### Exercise directions:
Return each line of the data below verbatim; pictures are to be left out.

[Source material — start]

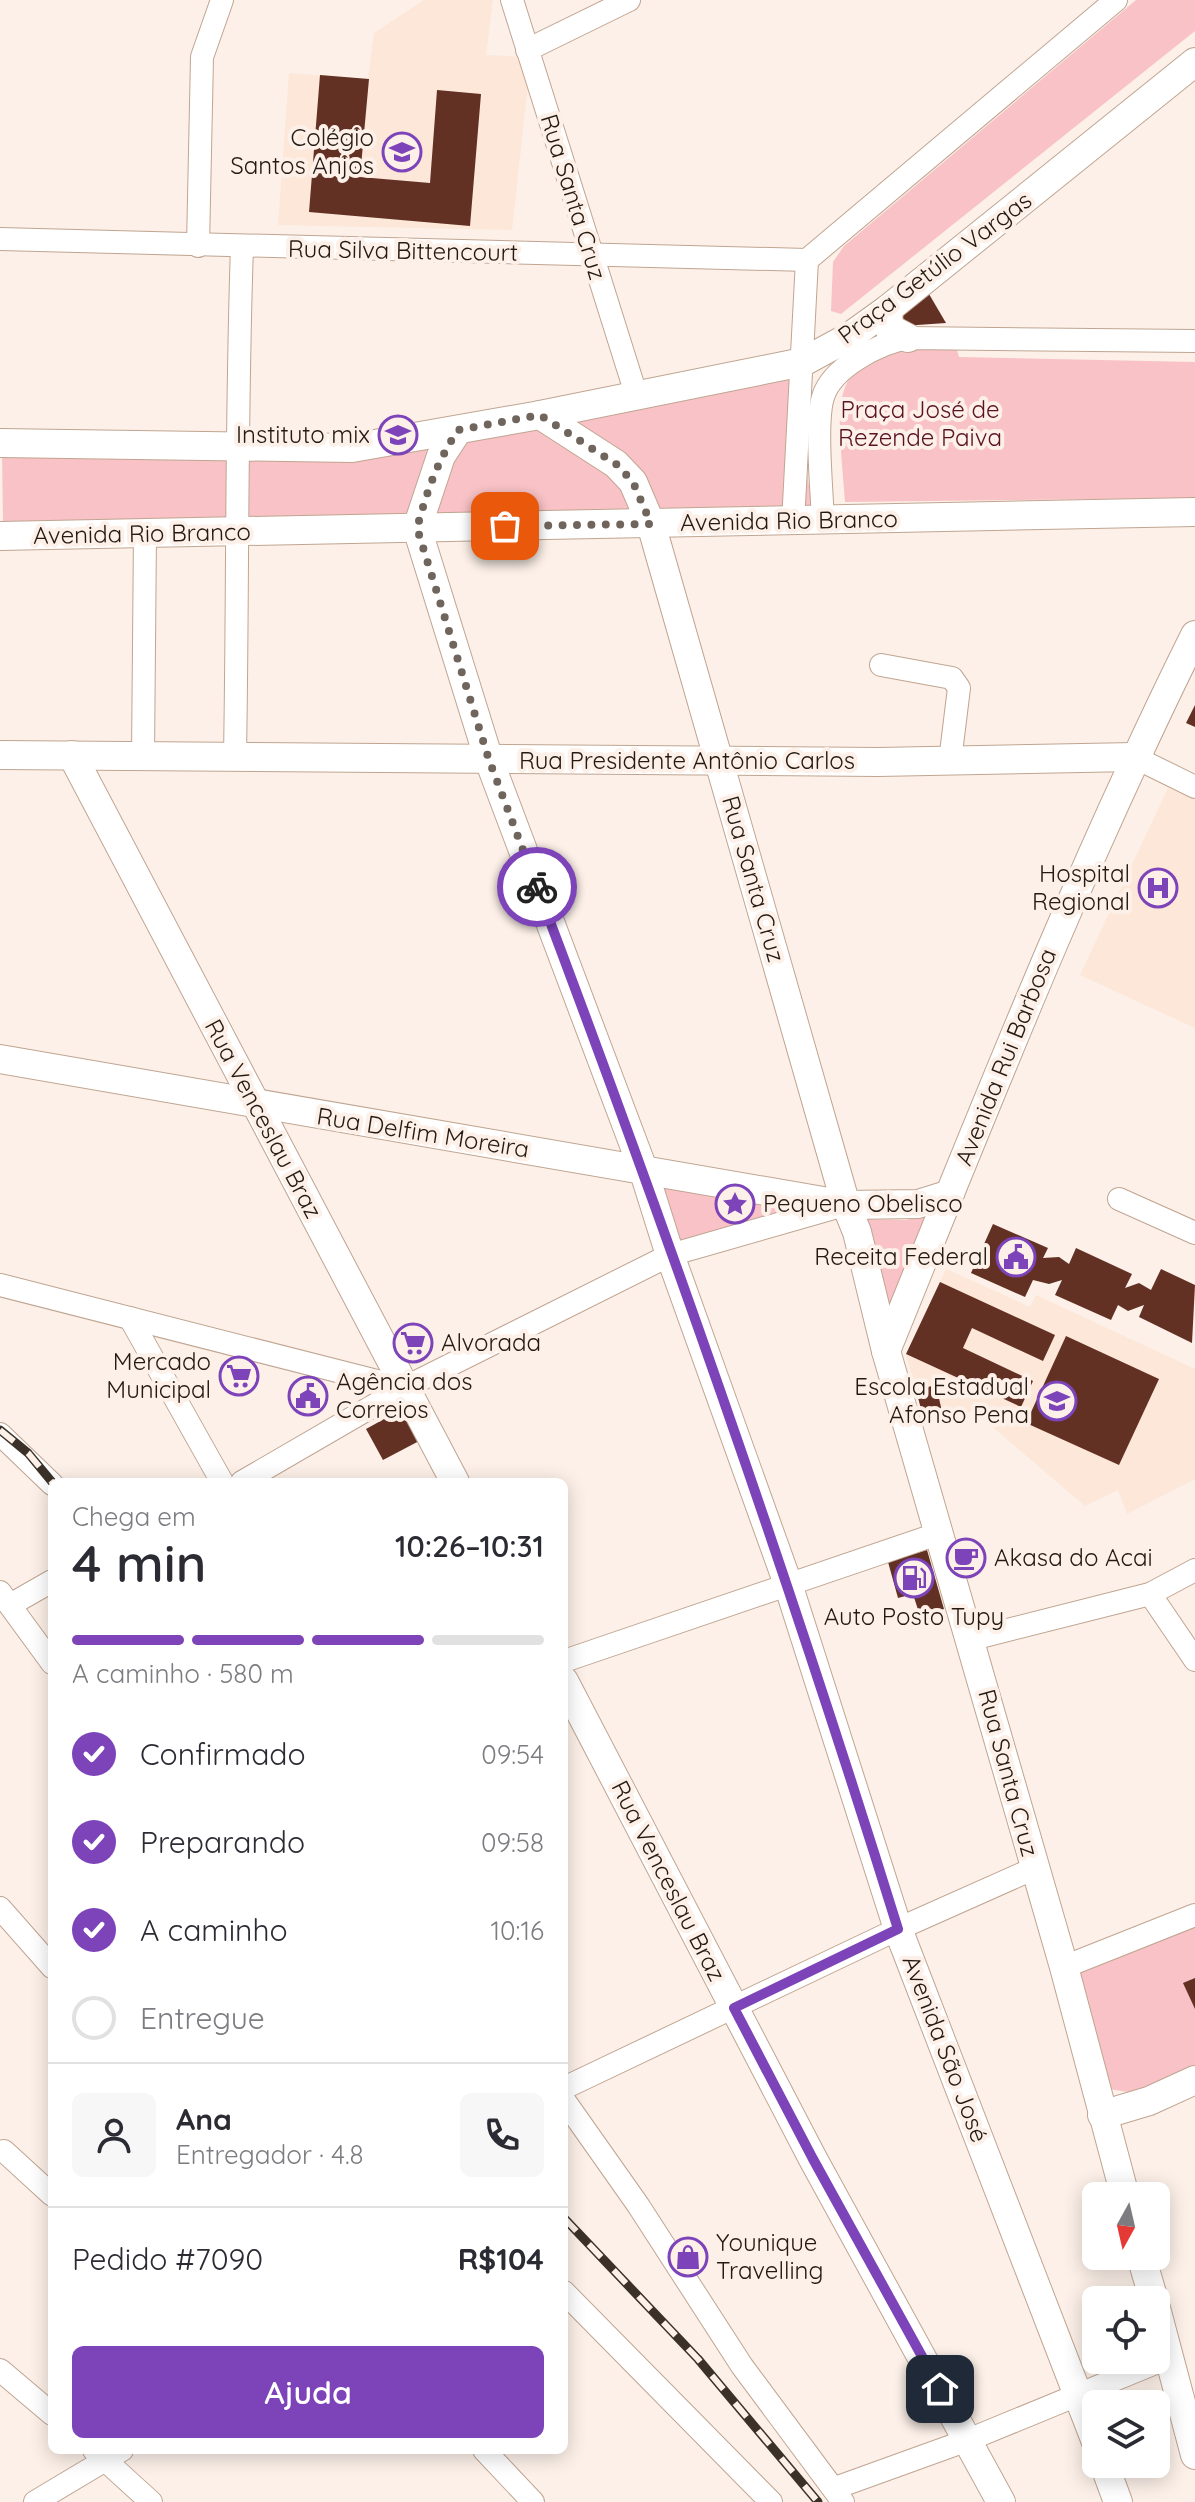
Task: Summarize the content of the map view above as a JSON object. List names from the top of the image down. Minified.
{"streets":{"main road":["Rua Santa Cruz","Praça Getúlio Vargas","Avenida Rio Branco","Rua Presidente Antônio Carlos","Avenida Rui Barbosa","Rua Venceslau Braz","Rua Delfim Moreira","Avenida São José"],"street":["Rua Silva Bittencourt"]},"crossings":[["Rua Santa Cruz","Rua Silva Bittencourt"],["Rua Santa Cruz","Avenida Rio Branco"],["Rua Santa Cruz","Rua Presidente Antônio Carlos"],["Rua Santa Cruz","Avenida Rui Barbosa"],["Rua Santa Cruz","Rua Delfim Moreira"],["Rua Silva Bittencourt","Praça Getúlio Vargas"],["Avenida Rio Branco","Avenida São José"],["Rua Presidente Antônio Carlos","Avenida Rui Barbosa"],["Rua Presidente Antônio Carlos","Rua Venceslau Braz"],["Rua Presidente Antônio Carlos","Avenida São José"],["Avenida Rui Barbosa","Rua Delfim Moreira"],["Rua Venceslau Braz","Rua Delfim Moreira"],["Rua Delfim Moreira","Avenida São José"]],"parks":["Praça José de Rezende Paiva"],"places":{"school or university":["Colégio Santos Anjos","Instituto mix","Escola Estadual Afonso Pena"],"hospital":["Hospital Regional"],"place":["Pequeno Obelisco"],"public building":["Receita Federal","Agência dos Correios"],"supermarket":["Alvorada","Mercado Municipal"],"cafe":["Akasa do Acai"],"fuel station":["Auto Posto Tupy"],"shop":["Younique Travelling"]},"north":"bottom","page":{"heading":["4 min","Chega em","10:26–10:31"],"panel":["Ana","Entregador · 4.8","Pedido #7090","R$104"],"bar":"A caminho · 580 m","list":[["Confirmado","09:54"],["Preparando","09:58"],["A caminho","10:16"],"Entregue"],"buttons":"Ajuda"}}
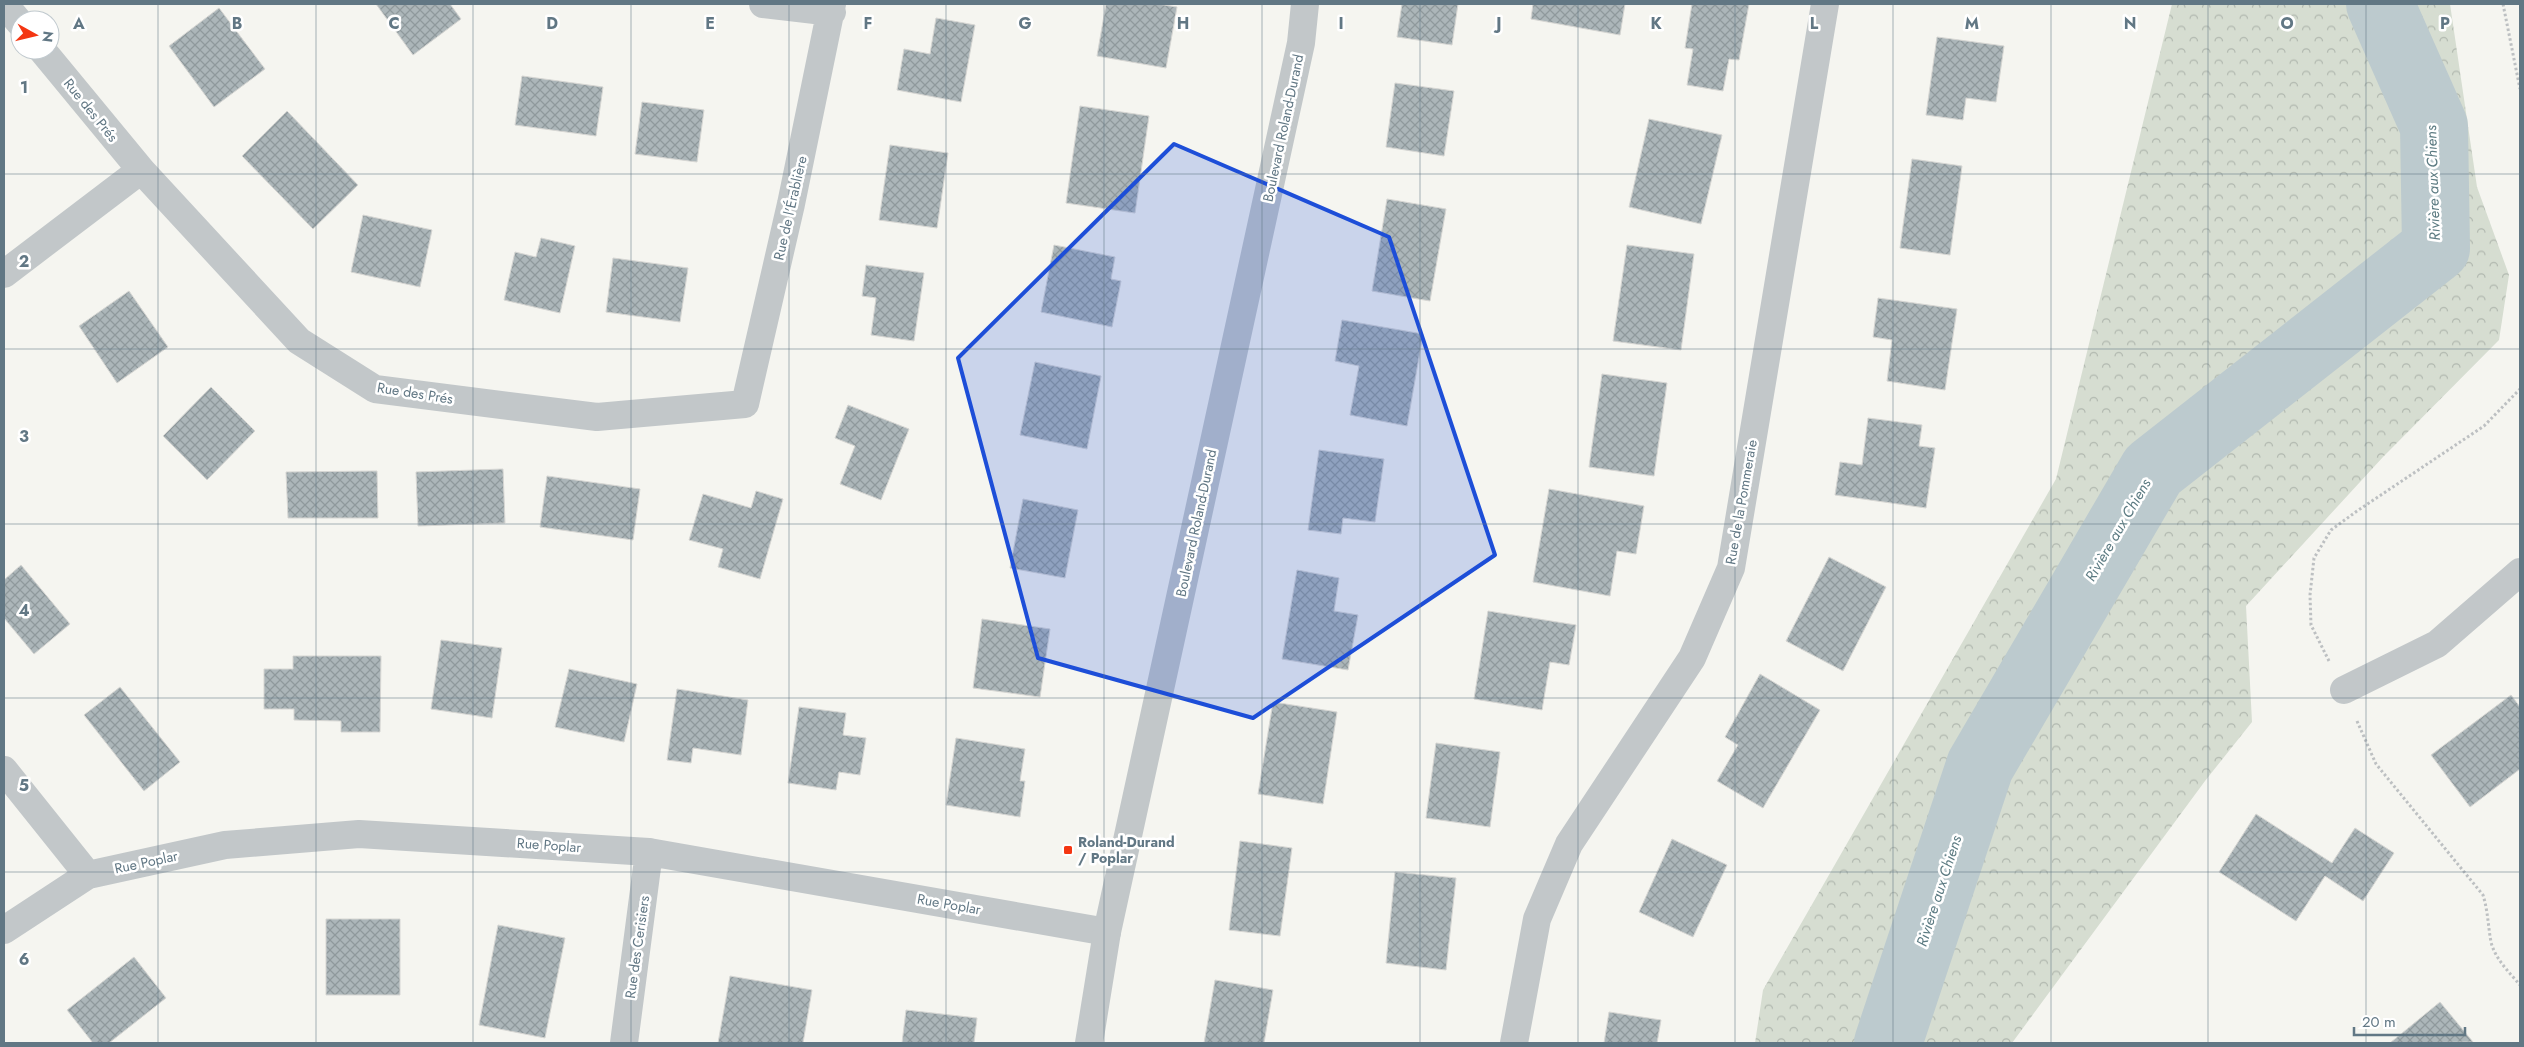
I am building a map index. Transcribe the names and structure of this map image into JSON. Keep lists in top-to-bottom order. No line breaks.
{"streets":{"street":["Rue des Prés","Boulevard Roland-Durand","Rue de l'Érablière","Rue de la Pommeraie","Rue Poplar","Rue des Cerisiers"]},"crossings":[["Rue des Prés","Rue de l'Érablière"],["Boulevard Roland-Durand","Rue Poplar"],["Rue Poplar","Rue des Cerisiers"]],"water":["Rivière aux Chiens"],"places":{"transit":["Roland-Durand / Poplar"]},"scale_bar":"20 m","north":"right","grid":{"columns":["A","B","C","D","E","F","G","H","I","J","K","L","M","N","O","P"],"rows":["1","2","3","4","5","6"]}}
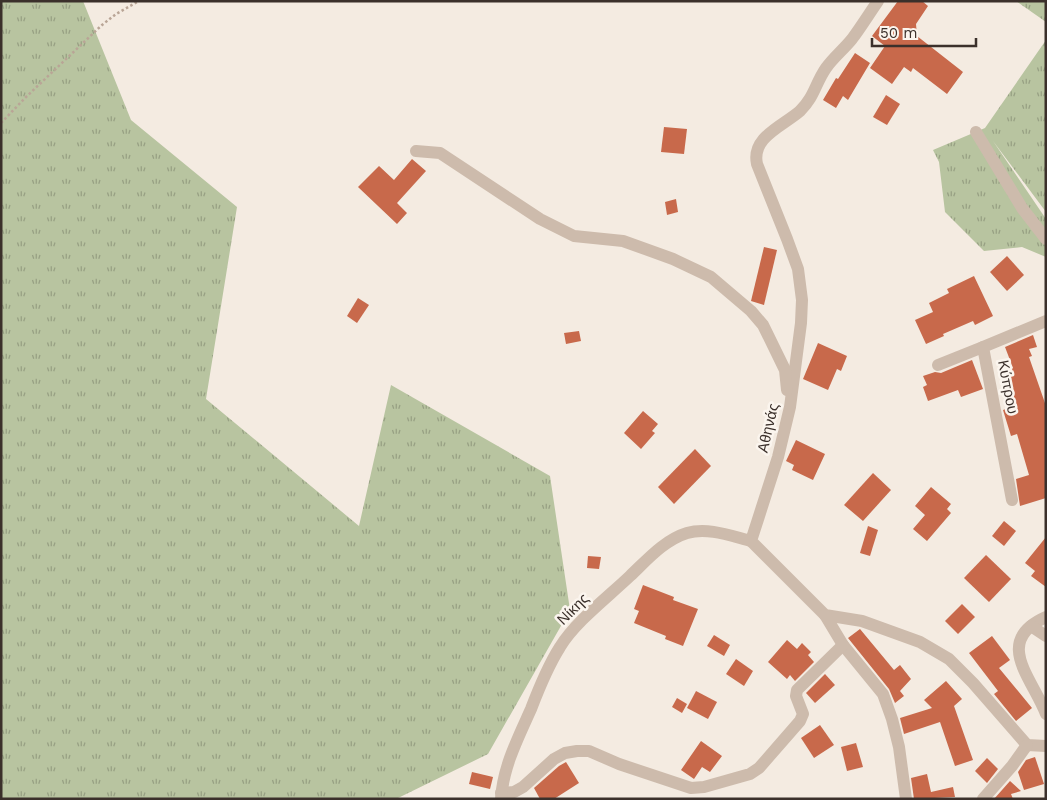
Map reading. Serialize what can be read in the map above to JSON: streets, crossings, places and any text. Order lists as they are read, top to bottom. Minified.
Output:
{"streets":{"street":["Κύπρου","Αθηνάς","Νίκης"]},"crossings":[["Αθηνάς","Νίκης"]],"scale_bar":"50 m"}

[Source material — finish]

### Exercise solution:
Task: Summarize the content of the map view above as a JSON object. List names from the top of the image down. Minified.
{"streets":{"main road":["Rua Santa Cruz","Praça Getúlio Vargas","Avenida Rio Branco","Rua Presidente Antônio Carlos","Avenida Rui Barbosa","Rua Venceslau Braz","Rua Delfim Moreira","Avenida São José"],"street":["Rua Silva Bittencourt"]},"crossings":[["Rua Santa Cruz","Rua Silva Bittencourt"],["Rua Santa Cruz","Avenida Rio Branco"],["Rua Santa Cruz","Rua Presidente Antônio Carlos"],["Rua Santa Cruz","Avenida Rui Barbosa"],["Rua Santa Cruz","Rua Delfim Moreira"],["Rua Silva Bittencourt","Praça Getúlio Vargas"],["Avenida Rio Branco","Avenida São José"],["Rua Presidente Antônio Carlos","Avenida Rui Barbosa"],["Rua Presidente Antônio Carlos","Rua Venceslau Braz"],["Rua Presidente Antônio Carlos","Avenida São José"],["Avenida Rui Barbosa","Rua Delfim Moreira"],["Rua Venceslau Braz","Rua Delfim Moreira"],["Rua Delfim Moreira","Avenida São José"]],"parks":["Praça José de Rezende Paiva"],"places":{"school or university":["Colégio Santos Anjos","Instituto mix","Escola Estadual Afonso Pena"],"hospital":["Hospital Regional"],"place":["Pequeno Obelisco"],"public building":["Receita Federal","Agência dos Correios"],"supermarket":["Alvorada","Mercado Municipal"],"cafe":["Akasa do Acai"],"fuel station":["Auto Posto Tupy"],"shop":["Younique Travelling"]},"north":"bottom","page":{"heading":["4 min","Chega em","10:26–10:31"],"panel":["Ana","Entregador · 4.8","Pedido #7090","R$104"],"bar":"A caminho · 580 m","list":[["Confirmado","09:54"],["Preparando","09:58"],["A caminho","10:16"],"Entregue"],"buttons":"Ajuda"}}
I am building a map index. Transcribe the names and structure of this map image into JSON. Keep lists in top-to-bottom order. No line breaks.
{"streets":{"street":["Rue des Prés","Boulevard Roland-Durand","Rue de l'Érablière","Rue de la Pommeraie","Rue Poplar","Rue des Cerisiers"]},"crossings":[["Rue des Prés","Rue de l'Érablière"],["Boulevard Roland-Durand","Rue Poplar"],["Rue Poplar","Rue des Cerisiers"]],"water":["Rivière aux Chiens"],"places":{"transit":["Roland-Durand / Poplar"]},"scale_bar":"20 m","north":"right","grid":{"columns":["A","B","C","D","E","F","G","H","I","J","K","L","M","N","O","P"],"rows":["1","2","3","4","5","6"]}}
Map reading. Serialize what can be read in the map above to JSON: streets, crossings, places and any text. Order lists as they are read, top to bottom. Minified.
Output:
{"streets":{"street":["Κύπρου","Αθηνάς","Νίκης"]},"crossings":[["Αθηνάς","Νίκης"]],"scale_bar":"50 m"}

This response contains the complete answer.